**Data listing:**
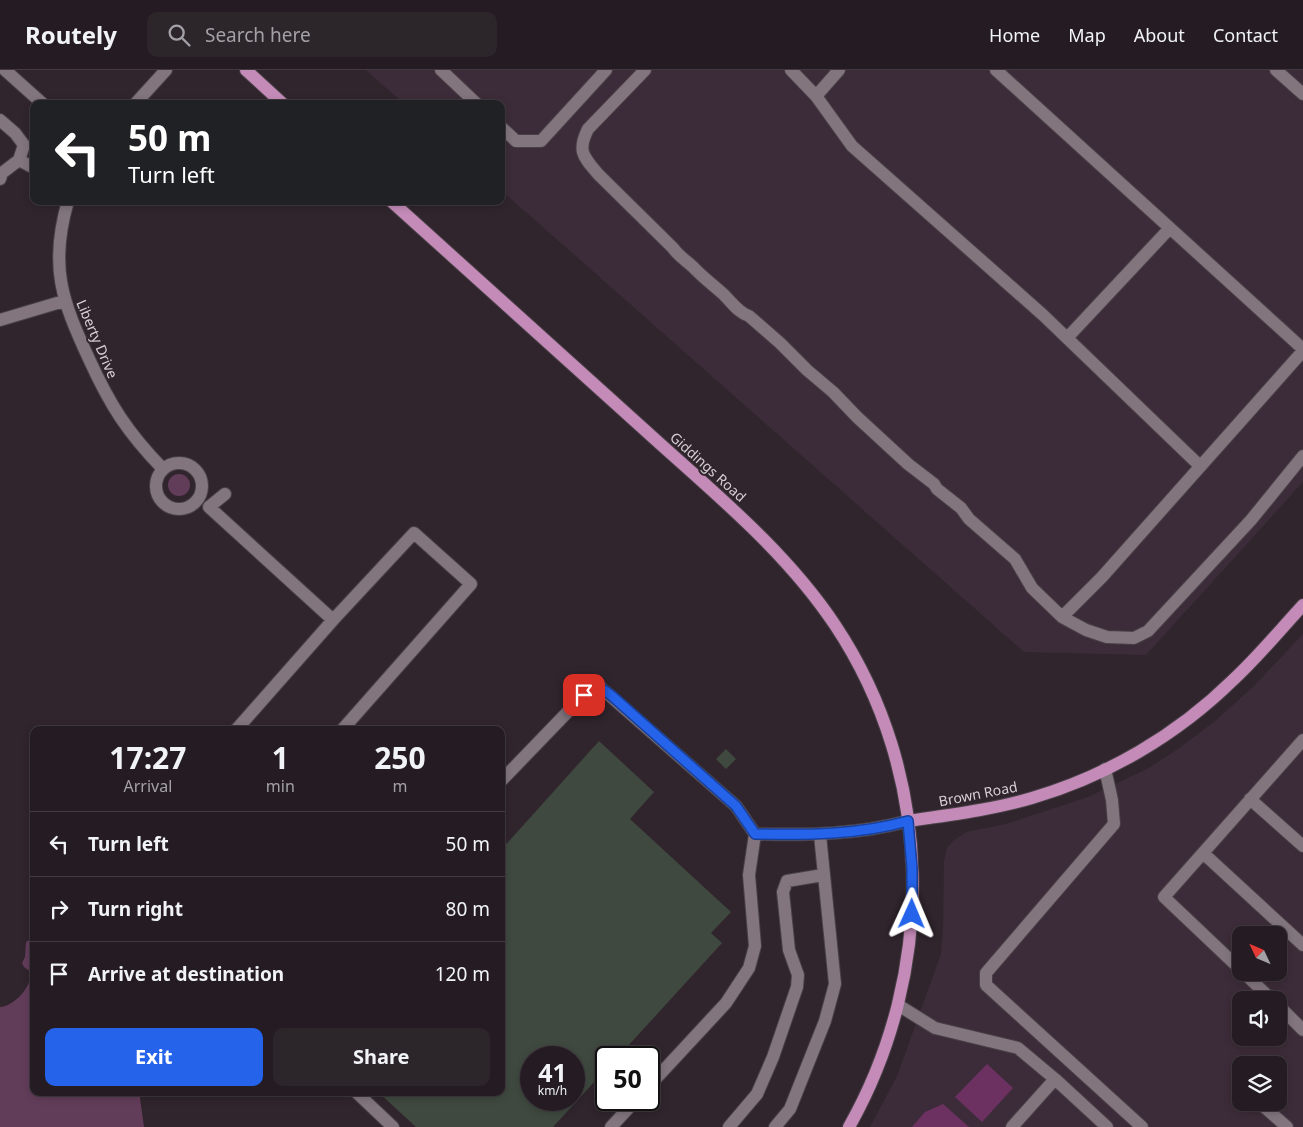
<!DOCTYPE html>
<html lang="en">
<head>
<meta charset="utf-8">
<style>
  :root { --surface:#241c22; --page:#2c252a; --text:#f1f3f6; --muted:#a3a1a5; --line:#413a40; --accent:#2563eb }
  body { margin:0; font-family:"Noto Sans",sans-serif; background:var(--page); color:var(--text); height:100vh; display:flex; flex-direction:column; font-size:19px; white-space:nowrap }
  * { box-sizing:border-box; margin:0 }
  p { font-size:16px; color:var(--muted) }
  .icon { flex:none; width:28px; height:28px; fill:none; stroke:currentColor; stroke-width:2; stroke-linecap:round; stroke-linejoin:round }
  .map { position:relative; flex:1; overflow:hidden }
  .sheet { position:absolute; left:30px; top:656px; width:475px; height:370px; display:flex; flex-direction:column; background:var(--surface); border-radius:10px; box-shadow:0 2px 8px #0003,0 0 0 1px var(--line) }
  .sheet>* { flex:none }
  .banner { position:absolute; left:30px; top:30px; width:475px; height:105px; border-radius:10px; box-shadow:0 2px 8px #0003,0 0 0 1px var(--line); background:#202124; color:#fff; overflow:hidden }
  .needle { width:32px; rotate:314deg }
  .fabs { position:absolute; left:1232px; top:856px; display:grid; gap:10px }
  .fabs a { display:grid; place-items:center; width:55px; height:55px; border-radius:10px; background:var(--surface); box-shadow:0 2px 8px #0003,0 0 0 1px var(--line); font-size:25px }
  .speed { position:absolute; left:520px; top:976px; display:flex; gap:10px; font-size:25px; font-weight:700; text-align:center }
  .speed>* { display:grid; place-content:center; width:65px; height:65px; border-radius:50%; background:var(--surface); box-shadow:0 2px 8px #0003,0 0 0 1px var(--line); line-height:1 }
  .speed small { font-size:12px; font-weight:400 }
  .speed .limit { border:2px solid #111; border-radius:8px; background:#fff; color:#111 }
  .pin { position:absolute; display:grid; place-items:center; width:42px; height:42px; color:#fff; margin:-21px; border-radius:10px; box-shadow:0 2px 8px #0006 }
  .me { position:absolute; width:55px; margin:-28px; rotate:1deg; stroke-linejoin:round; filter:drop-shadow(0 0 4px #0008) }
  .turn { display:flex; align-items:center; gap:18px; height:105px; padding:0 15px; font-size:22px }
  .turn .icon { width:65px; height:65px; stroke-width:2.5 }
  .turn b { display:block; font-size:35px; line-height:42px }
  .eta { display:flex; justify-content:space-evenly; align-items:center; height:85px; text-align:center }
  .eta b { font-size:30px; font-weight:700; line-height:35px }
  .cta { display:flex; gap:10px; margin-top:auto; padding:10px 15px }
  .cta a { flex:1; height:58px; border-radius:10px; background:var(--accent); color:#fff; font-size:20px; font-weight:700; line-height:58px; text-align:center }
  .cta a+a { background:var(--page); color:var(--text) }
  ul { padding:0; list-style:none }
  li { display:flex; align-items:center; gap:15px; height:65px; padding:0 15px; border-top:1px solid var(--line) }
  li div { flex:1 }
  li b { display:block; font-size:19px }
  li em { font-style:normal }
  header { display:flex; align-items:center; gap:30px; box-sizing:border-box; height:70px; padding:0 25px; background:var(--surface); border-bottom:1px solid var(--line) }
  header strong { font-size:24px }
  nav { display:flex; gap:28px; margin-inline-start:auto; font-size:18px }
  .search { width:350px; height:45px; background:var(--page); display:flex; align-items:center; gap:12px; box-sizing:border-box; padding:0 18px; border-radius:10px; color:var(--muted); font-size:19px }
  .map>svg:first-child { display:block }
  .built { fill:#3c2c39; fill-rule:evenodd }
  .green { fill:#623d5a }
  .water { fill:#6c3161 }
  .building { fill:#3f493f; fill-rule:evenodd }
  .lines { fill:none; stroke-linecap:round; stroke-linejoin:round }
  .minor-casing { stroke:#494047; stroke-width:14 }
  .major-casing { stroke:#494047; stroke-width:14 }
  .minor { stroke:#82757e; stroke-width:12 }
  .major { stroke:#c48bb8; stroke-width:12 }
  .route-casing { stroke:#184099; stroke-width:12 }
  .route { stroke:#2563eb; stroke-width:9 }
  .labels { text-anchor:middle; stroke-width:4; stroke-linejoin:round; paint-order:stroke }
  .street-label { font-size:14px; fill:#d6cfd4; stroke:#30252d }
</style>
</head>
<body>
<header>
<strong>Routely</strong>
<div class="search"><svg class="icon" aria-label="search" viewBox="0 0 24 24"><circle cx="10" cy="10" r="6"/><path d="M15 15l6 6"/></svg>Search here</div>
<nav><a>Home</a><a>Map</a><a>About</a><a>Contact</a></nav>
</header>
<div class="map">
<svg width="1303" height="1057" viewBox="0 0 1303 1057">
  <rect width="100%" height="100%" fill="#30252d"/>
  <path class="built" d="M366 0H1303V412L1146 585 1024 582 501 120V34H404Z
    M1303 564V1057H870L897 1006 941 884 943 858 944 791 947 778 953 771 966 762 1006 754 1088 727 1149 698 1178 679 1215 651 1253 617ZM1241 865H1279V902H1241ZM1241 930H1279V968H1241ZM1241 995H1279V1032H1241Z"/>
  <path class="green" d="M168 415a11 11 0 1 1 22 0a11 11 0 1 1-22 0Z
    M34 867V1022L141 1023 140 1028 144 1057H0V937C15 936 32 916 31 902L24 897 22 893 25 887 26 872Z"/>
  <path class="water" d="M987 994 1013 1018 982 1052 955 1027Z
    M943 1034 969 1057H912L925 1042Z"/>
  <path class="building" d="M599 671 654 722 630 749 731 842 711 863 722 873 617 988H606V999L553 1057H416L378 1022H501V780ZM531 988H574V1030H531Z
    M726 679 736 689 726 699 716 689Z"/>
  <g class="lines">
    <defs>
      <path id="minor" d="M5 0 43 34
        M441 0 477 34
        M645 0 588 59C577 81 583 86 598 104L673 178C680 188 689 192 696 200 705 209 713 215 722 223 731 231 738 243 749 246L780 273 807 300 833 322 857 347 908 394 934 414 937 419 961 438 969 449 1015 489 1032 518 1062 547 1086 560 1107 567 1134 568 1148 561 1251 450 1303 386
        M791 0 816 26 852 76 1043 245 1200 396
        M996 0 1303 279
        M1276 0 1303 24
        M816 26 839 0
        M135 34 166 0
        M0 50 15 63 24 75 19 90 2 103 0 109
        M501 57 516 71H541L606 0
        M19 90 34 98
        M68 131C49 196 62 231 89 289 110 335 127 362 163 399
        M0 250 64 231
        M1067 268 1170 158
        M156 416a23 23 0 1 1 46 0a23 23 0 1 1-46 0Z
        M225 424 209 437 333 550
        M1062 547 1102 507 1303 281
        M236 660 333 550 414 463 471 514 342 660
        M1105 699 1112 730 1114 754 986 903V915L1142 1057
        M501 711 584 625 600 617 736 736 755 764 749 805 755 876 749 898 726 933 649 1016
        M1250 729 1303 776
        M755 764C807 765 857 765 908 751
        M1203 783 1303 875
        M1241 900 1164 827 1303 670
        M1243 902 1272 930
        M898 935 935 958 1018 978 1055 1009 1012 1057
        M1279 936 1303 960
        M1055 1009 1107 1057
        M356 1022 393 1057
        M1262 1035 1287 1057
        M611 1057 636 1030
        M729 1057 757 1024 773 987 797 917 798 905 789 880 783 822 787 811 823 805
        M775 1057 790 1039 825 951 835 914 820 765"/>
      <path id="major" d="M246 0 283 34
        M391 131C476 208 562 285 647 362 713 422 785 480 835 555 935 705 937 901 849 1057
        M908 751C949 745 991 740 1032 728 1107 706 1177 665 1233 610 1258 587 1280 560 1303 535"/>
    </defs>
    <use href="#minor" class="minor-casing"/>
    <use href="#major" class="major-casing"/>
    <use href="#minor" class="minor"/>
    <use href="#major" class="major"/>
  </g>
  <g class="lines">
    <defs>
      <path id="route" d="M584 625 600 617 612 626 736 736 755 764C807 765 858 765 908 751L912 798V844"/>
    </defs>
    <use href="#route" class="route-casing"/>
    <use href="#route" class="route"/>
  </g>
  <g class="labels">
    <g class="street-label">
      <text transform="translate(97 269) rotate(67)" y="5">Liberty Drive</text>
      <text transform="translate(708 397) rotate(42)" y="5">Giddings Road</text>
      <text transform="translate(978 724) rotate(-11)" y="5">Brown Road</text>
    </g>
  </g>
</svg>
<div class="fabs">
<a><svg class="needle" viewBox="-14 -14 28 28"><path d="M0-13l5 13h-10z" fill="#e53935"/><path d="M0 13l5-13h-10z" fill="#a3a1a5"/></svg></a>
<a><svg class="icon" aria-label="sound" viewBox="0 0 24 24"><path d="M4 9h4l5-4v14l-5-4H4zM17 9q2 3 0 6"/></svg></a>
<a><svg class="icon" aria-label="layers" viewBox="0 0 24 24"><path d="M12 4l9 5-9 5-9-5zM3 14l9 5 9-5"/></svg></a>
</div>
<div class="speed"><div>41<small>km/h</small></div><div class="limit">50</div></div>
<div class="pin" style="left:584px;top:625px;background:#d93025"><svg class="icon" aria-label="arrive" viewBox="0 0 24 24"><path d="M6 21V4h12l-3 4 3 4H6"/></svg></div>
<svg class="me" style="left:912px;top:844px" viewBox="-20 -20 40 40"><path d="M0-17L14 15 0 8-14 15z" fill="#2563eb" stroke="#fff" stroke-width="4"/></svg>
<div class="banner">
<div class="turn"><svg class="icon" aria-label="left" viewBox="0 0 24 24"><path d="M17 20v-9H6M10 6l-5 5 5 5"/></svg><div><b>50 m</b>Turn left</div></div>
</div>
<section class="sheet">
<div class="eta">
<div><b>17:27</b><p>Arrival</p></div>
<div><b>1</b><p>min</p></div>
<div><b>250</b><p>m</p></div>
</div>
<ul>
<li><svg class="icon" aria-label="left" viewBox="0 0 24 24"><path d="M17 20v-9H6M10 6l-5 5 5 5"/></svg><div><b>Turn left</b></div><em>50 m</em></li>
<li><svg class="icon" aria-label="right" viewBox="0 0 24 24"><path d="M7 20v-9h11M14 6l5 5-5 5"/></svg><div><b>Turn right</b></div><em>80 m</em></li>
<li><svg class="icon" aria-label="arrive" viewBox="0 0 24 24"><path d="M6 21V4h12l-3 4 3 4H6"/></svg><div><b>Arrive at destination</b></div><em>120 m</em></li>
</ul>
<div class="cta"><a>Exit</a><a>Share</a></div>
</section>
</div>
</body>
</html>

**Requirement:** Among the entries, how many lines carry "direction"? Reply with a number and nothing else.

**Exercise response:** 2